A las doce de la noche se desencadenó el huracán, y antes de que hubieran salido de la punta nordeste de Tidor, empezó a soplar con tal violencia, que muchos hombres fueron lanzados al agua desde sus barcas, ahogándose no pocos. Recogiéronse las velas, y los buques flotaban a merced del viento y de las olas qué frecuentemente pasaban sobre ellos. La escuadra fue acercándose a la orilla, y, poco antes de amanecer, la barca en que navegaban Felipe y Krantz, encontrábase entre los remolinos de la playa frente a la punta norte de la isla. Pronto se estrelló contra las rocas, y cada uno de los tripulantes tuvo que atender a su propia salvación, Felipe y Krantz agarráronse a una tabla, y, sostenidos por ella, llegaron a la orilla donde encontraron unos treinta compañeros que habían sufrido la misma suerte. Cuando amaneció, observaron que la mayor parte de la escuadra se había puesto a la capa, pero no abrigaron temor alguno respecto a los demás barcos, porque el viento se había moderado bastante.

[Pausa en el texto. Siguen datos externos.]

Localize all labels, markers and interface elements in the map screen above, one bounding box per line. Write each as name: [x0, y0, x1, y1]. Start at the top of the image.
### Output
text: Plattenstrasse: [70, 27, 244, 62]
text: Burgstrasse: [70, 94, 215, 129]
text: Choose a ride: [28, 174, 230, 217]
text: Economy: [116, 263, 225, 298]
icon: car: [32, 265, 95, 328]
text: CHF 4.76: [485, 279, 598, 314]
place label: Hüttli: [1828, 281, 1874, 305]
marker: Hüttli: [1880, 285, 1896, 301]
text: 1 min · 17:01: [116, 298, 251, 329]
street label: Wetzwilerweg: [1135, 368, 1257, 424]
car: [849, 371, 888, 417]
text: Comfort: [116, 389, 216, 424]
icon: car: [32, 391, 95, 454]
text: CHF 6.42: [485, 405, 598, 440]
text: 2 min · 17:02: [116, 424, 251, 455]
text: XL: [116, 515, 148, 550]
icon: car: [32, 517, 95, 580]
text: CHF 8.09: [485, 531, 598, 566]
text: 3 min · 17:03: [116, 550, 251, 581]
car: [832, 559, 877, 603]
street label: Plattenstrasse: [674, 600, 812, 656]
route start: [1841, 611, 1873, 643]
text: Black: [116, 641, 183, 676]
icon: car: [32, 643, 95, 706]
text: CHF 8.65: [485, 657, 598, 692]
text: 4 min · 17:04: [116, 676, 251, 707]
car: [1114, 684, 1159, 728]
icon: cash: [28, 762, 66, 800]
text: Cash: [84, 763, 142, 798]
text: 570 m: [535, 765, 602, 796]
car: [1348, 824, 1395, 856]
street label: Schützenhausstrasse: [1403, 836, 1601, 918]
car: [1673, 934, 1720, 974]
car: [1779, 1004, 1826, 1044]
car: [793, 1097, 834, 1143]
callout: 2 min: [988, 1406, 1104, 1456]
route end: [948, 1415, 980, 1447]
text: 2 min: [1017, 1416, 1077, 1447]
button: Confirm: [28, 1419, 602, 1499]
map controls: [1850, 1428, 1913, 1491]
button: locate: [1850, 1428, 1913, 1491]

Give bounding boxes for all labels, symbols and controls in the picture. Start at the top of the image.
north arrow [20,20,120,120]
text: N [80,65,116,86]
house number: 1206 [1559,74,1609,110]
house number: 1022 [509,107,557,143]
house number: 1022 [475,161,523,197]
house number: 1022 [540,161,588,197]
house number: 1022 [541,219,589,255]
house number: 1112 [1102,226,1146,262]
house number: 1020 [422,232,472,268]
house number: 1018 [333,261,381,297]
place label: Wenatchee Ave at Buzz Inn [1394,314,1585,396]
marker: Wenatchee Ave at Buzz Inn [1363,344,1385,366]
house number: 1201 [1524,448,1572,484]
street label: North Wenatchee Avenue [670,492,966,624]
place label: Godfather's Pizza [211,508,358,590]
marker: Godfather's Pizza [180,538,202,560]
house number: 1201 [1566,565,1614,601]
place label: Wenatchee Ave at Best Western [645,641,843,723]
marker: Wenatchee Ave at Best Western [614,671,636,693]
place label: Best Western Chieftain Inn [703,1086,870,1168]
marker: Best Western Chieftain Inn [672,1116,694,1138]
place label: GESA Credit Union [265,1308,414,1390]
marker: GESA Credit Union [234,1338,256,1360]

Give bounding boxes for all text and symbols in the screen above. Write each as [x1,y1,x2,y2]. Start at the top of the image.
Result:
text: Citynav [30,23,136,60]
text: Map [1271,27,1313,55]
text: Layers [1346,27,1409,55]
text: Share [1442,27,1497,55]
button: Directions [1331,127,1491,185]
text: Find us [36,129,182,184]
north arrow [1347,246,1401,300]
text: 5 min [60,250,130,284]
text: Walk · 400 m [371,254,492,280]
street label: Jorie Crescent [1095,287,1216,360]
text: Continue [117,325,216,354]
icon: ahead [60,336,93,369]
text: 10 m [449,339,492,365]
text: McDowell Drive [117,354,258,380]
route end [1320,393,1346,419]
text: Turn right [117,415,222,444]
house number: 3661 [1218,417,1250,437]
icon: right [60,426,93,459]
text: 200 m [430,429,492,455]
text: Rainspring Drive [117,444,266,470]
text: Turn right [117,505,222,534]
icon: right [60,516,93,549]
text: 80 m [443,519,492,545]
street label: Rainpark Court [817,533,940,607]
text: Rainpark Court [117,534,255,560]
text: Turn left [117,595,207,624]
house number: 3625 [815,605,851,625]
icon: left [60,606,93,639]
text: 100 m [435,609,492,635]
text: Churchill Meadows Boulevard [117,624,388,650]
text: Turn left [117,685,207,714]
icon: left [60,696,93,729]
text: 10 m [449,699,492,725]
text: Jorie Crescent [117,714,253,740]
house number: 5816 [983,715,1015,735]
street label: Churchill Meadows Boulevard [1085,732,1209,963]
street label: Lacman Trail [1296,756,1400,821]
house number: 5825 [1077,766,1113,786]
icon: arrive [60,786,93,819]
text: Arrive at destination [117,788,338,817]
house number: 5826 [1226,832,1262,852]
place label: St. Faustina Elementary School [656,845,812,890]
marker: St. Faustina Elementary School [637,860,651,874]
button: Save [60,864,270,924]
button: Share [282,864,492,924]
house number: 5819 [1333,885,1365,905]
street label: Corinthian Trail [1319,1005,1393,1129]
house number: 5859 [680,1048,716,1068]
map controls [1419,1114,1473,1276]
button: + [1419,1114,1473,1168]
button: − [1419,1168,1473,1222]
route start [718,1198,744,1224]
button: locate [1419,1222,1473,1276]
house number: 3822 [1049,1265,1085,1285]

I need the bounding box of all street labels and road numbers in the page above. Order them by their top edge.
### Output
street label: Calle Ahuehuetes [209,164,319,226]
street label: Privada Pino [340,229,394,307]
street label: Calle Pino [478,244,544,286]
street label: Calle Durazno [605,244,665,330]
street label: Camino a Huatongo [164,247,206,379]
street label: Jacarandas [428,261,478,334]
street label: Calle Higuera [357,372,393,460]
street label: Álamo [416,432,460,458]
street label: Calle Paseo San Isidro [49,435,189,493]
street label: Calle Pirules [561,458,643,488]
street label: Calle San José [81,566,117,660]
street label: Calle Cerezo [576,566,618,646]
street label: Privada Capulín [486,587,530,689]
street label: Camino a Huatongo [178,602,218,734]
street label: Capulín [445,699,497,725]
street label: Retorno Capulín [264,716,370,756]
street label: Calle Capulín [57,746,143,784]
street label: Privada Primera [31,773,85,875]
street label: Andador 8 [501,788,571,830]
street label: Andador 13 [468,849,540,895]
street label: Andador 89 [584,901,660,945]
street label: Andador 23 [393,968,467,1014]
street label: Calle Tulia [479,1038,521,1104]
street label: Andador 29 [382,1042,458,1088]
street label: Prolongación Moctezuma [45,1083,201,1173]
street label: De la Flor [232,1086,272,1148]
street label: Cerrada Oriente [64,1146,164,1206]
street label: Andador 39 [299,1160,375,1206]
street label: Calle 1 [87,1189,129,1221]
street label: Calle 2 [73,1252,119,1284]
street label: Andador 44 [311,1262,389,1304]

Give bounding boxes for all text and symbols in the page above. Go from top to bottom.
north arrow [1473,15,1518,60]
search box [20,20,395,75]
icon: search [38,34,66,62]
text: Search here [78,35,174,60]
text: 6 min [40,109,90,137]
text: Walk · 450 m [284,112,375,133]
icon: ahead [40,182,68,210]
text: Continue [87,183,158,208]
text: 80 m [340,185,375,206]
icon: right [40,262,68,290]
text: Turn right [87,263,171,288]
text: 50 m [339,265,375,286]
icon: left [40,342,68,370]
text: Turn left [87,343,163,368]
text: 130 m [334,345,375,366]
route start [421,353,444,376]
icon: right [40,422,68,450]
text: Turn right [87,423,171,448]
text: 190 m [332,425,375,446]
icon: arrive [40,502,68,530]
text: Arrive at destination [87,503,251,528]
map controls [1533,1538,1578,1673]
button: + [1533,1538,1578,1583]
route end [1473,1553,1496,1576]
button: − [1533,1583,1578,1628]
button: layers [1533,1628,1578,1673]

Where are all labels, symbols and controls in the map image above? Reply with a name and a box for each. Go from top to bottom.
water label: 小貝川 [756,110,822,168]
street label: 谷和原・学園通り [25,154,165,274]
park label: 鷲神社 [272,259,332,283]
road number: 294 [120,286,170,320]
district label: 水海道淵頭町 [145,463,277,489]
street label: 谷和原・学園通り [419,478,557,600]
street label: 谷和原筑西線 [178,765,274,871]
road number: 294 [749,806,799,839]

Los indígenas de Ternate propusieron, que puesto que tenían armas, cuando el viento se apaciguase, se tomaran algunas lanchas de los isleños para agregarlas a la escuadra; pero Felipe, que había consultado con Krantz el caso, quiso aprovechar la ocasión para saber la suerte que había corrido Amina. No pudieron los portugueses probar nada contra ellos, fácilmente podrían negar que habían estado entre los agresores, o decir que les habían obligado a asistir a la acción. De todos modos, Felipe estaba decidido a quedarse en Tidor, y Krantz a seguir su suerte. Por consiguiente, fingiendo que aceptaba la propuesta de los indígenas de Ternate, les permitieron ir a buscar las piraguas enemigas; y mientras las botaban al agua, internáronse en la espesura del bosque y desaparecieron. Los portugueses, que habían presenciado el naufragio de sus enemigos y que estaban irritados por las pérdidas sufridas, salieron en persecución de los que habían sido arrojados a la playa. Los indígenas, no tenían ya nada que temer, obedecieron y encontraron a Felipe y Krantz que estaban sentados a la sombra de un gran árbol esperando la marcha de los de Ternate. Condujéronles al fuerte, y fueron presentados al comandante que estaba enamorado de Amina. Como Felipe y Krantz vestían de musulmán, el comandante mandó que los ahorcaran; pero Felipe manifestó que eran holandeses, que habían naufragado y que el rey de Ternate les había obligado a tomar parte en la expedición, y el comandante portugués, volviendo de su acuerdo, dispuso que fueran encerrados en un calabozo, hasta que se resolviera definitivamente el castigo que debía imponérseles.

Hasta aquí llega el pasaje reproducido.